Aux origines de nos numéros de carte bancaire

15 avril 2019

À chaque fois qu’on fait un achat sur Internet, on a l’habitude de sortir sa carte et de saisir machinalement ses numéros, un à un, dans un formulaire de paiement. C’est si simple qu’on pourrait penser que ces numéros ont été inventés pour cet usage. Pourtant, leur apparition remonte aux années 50 : bien avant Internet !

Aller à la conclusion

C’est à la fois la plus belle des inventions et le pire des dangers. Grâce à nos numéros de carte, on peut faire un achat sur Internet en moins d’une minute. Mais c’est aussi une porte d’entrée directe vers notre compte en banque. N’importe quel fraudeur peut les utiliser pour effectuer des achats, à notre place.

Pourtant, ces numéros ont été inventés il y a plus de 70 ans et, à l’époque, ce n’était certainement pas pour faire des achats à distance. Il fallait simplement une référence pour aider les commerçants et les banques à retrouver le compte à débiter.

Remontons un peu dans le temps 🕰️

Le concept de « crédit » est vieux comme le monde : les premiers prêts remontent à 2000 avant Jésus Christ, en Mésopotamie. À l’époque, on prêtait « en nature » : on faisait crédit de céréales ou de bétail. Avec l’apparition de la monnaie, les crédits sont devenus financiers, servant à construire des villes, à réaliser des oeuvres d’art, à financer des États ou à mener des guerres. Et chaque crédit était minutieusement noté, à la main, dans un registre.

Ce n’est qu’avec l’avènement de la société de consommation, des logements urbains et des premières voitures que le crédit devint accessible par tout un chacun. On y eut d’abord recours pour des achats occasionnels, puis, progressivement, pour les achats du quotidien. C’est dans ce contexte que naissent les premières « cartes de crédit », permettant de contracter un petit crédit, instantanément, avec une simple carte.

Voici comment les numéros de carte sont apparus 💡

Les origines

La toute première carte de crédit apparaît en 1914 : à l’époque, Western Union (l’équivalent de La Poste aux Etats-Unis) lance une plaque de métal embossée exclusivement réservée à ses clients les plus prestigieux. Les détenteurs de cette carte peuvent différer d’un mois leurs paiements dans de nombreux magasins partenaires, et ce, sans aucun frais. Western Union leur fait donc un crédit d’un mois sur tous leurs achats. Il suffit aux acheteurs de présenter leur carte et une pièce d’identité au moment de passer à la caisse.

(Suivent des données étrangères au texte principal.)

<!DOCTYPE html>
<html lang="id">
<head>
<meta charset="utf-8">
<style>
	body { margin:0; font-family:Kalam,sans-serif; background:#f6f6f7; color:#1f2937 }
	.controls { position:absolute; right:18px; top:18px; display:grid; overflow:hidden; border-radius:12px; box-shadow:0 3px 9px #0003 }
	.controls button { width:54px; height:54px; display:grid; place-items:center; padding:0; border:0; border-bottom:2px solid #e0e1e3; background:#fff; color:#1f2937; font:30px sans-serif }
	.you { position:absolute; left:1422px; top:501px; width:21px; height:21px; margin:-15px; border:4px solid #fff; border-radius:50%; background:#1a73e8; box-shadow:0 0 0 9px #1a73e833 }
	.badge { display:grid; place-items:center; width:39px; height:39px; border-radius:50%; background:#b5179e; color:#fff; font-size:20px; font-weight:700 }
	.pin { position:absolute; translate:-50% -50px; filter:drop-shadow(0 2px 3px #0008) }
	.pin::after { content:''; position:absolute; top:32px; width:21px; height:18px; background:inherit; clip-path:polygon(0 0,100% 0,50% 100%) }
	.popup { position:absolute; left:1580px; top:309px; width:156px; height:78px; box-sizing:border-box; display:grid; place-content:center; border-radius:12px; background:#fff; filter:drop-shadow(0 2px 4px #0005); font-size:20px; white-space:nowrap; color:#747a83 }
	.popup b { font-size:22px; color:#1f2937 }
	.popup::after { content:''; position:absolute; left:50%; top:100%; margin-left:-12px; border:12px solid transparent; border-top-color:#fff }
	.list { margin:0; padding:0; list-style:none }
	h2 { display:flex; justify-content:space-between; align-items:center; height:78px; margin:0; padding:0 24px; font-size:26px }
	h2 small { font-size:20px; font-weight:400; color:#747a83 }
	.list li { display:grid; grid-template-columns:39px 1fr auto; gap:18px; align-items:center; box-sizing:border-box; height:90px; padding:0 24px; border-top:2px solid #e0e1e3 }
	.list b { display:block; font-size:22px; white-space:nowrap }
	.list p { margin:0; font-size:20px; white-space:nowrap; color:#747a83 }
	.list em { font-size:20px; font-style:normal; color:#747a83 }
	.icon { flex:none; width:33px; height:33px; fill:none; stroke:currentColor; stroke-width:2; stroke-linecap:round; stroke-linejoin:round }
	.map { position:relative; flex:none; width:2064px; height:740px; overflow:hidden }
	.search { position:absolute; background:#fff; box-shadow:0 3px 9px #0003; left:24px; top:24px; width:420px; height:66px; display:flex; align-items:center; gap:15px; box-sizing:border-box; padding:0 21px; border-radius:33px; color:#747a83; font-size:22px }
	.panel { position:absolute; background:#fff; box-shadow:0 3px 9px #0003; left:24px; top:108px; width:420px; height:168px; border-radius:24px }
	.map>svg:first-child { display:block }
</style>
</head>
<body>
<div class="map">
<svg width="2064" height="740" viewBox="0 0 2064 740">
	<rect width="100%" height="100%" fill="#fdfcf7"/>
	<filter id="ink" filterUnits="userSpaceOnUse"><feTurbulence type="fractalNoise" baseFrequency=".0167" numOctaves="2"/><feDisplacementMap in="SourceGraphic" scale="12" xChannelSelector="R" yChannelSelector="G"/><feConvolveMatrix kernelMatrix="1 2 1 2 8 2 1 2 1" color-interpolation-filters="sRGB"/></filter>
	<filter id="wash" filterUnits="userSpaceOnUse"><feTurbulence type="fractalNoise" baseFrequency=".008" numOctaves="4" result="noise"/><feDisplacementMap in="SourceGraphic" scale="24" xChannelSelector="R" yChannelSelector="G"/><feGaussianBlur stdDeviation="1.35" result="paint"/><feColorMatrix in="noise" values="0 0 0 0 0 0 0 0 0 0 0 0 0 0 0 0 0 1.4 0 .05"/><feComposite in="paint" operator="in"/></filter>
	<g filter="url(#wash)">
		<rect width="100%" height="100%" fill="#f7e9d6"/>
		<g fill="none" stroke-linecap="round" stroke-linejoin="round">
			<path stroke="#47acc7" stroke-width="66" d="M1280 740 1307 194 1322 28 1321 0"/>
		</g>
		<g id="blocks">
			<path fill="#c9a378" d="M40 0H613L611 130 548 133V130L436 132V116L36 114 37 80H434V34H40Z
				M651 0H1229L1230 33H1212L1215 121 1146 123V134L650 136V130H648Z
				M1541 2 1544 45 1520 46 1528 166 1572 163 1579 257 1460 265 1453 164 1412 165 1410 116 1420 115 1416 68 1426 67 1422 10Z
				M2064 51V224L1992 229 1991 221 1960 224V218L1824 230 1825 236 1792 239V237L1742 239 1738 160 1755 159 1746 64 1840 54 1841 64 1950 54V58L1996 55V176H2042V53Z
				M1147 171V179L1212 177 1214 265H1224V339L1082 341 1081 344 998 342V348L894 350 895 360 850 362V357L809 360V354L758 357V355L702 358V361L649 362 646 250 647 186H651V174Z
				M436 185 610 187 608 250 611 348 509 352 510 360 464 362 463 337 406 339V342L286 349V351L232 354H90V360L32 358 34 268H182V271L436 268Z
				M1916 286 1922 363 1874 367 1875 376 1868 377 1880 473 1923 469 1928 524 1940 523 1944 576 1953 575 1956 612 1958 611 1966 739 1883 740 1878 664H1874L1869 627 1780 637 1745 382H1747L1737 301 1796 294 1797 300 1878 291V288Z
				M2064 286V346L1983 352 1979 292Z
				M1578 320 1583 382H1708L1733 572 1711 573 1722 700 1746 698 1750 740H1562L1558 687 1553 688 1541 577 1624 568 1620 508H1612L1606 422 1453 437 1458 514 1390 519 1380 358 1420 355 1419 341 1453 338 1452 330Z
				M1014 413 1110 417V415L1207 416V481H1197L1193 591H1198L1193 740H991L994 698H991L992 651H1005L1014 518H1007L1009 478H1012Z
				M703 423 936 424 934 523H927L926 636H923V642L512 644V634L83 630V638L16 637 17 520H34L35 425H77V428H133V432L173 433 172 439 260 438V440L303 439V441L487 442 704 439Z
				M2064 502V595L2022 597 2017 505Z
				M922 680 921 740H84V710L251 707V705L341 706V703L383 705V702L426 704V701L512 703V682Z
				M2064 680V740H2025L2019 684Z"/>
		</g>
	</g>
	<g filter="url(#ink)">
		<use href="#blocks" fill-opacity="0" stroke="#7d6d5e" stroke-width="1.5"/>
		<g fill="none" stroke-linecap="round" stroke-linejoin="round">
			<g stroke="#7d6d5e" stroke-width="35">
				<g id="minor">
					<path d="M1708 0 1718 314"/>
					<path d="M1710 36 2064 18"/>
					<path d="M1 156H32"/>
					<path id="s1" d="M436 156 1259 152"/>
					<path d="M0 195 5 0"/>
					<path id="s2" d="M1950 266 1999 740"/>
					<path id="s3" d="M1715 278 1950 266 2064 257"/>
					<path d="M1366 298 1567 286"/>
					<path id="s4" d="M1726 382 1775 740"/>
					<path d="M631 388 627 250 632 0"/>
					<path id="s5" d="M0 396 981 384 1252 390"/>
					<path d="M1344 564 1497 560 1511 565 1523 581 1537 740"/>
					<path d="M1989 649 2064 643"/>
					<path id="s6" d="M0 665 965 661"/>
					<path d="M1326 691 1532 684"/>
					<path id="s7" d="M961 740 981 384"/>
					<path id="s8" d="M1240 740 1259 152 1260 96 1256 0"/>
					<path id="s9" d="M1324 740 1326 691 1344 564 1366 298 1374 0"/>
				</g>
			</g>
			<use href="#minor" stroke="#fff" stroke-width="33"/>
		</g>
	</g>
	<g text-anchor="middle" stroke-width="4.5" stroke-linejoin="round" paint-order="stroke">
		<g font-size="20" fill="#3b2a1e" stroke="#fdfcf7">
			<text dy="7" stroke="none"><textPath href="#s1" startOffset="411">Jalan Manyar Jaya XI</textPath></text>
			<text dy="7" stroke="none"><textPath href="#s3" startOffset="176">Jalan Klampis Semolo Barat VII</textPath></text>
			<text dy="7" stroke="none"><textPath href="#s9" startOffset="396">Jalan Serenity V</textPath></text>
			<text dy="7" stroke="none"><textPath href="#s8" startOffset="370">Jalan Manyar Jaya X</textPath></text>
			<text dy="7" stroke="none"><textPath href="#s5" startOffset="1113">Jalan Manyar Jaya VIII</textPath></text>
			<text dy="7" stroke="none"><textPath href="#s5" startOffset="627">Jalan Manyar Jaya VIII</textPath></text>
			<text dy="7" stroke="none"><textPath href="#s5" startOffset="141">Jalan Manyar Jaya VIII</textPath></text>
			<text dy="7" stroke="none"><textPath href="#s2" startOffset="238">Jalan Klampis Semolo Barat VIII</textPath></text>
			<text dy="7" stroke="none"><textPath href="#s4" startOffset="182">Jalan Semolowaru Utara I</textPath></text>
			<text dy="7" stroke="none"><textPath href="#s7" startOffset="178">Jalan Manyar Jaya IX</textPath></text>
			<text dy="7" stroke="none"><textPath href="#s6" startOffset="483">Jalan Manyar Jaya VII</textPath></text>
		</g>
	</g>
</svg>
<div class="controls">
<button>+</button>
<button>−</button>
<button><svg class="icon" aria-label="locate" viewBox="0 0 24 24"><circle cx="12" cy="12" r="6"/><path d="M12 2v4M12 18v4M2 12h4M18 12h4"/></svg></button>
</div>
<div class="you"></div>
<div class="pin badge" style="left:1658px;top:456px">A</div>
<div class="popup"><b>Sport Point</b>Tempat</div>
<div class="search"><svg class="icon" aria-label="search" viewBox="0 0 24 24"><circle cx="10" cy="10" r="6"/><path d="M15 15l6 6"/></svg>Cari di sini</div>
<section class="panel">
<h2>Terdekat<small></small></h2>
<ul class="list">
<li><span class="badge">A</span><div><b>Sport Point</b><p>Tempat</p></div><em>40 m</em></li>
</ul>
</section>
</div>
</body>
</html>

La première carte du Diners’ Club (à gauche) et la première carte plastique American Express (à droite)

La montée en puissance

Surfant sur le succès de cette première carte, deux nouvelles cartes apparaissent :

  • La première, « Charge-It » a été inventée dans les années 50, à Brooklyn, par un banquier nommé John Biggins. C’est la première carte de crédit émise par une banque. On peut faire ses courses sans avoir de monnaie sur soi : à l’époque, c’est un vrai soulagement.
  • La deuxième, celle du « Diners’ Club » fait crédit dans 27 restaurants de New York : on peut alors manger à l’envie, et payer à la fin du mois.

Dans les deux cas, la carte affiche une série de 4 chiffres : il s’agit du numéro du compte bancaire du porteur. Au moment du passage en caisse, les commerçants relèvent ce numéro, demandent la pièce d’identité de l’acheteur, puis ordonnent à la banque de débiter son compte.

La production en série

Fini le métal, le papier ou le carton : en 1959, American Express lance la toute première carte plastique. Visant une adoption planétaire, American Express inscrit une série de 10 chiffres sur la carte : il s’agit toujours des numéros de compte de ses clients. Mais cette fois-ci, il y a des milliards de combinaisons possibles.

Là encore, cette série de numéros permet aux commerçants de faire le lien entre la carte et le compte bancaire de l’acheteur. À chaque achat, les commerçants prennent une empreinte de la carte, demandent une pièce d’identité et peuvent, si nécessaire, appeler la banque pour confirmer l’identité de l’acheteur.

Ainsi, dans les premières heures de la carte de crédit, les numéros sont un moyen indispensable d’établir une correspondance entre un acheteur et son compte bancaire lorsqu’il achète en magasin. Mais cette technique était loin d’être sécurisée…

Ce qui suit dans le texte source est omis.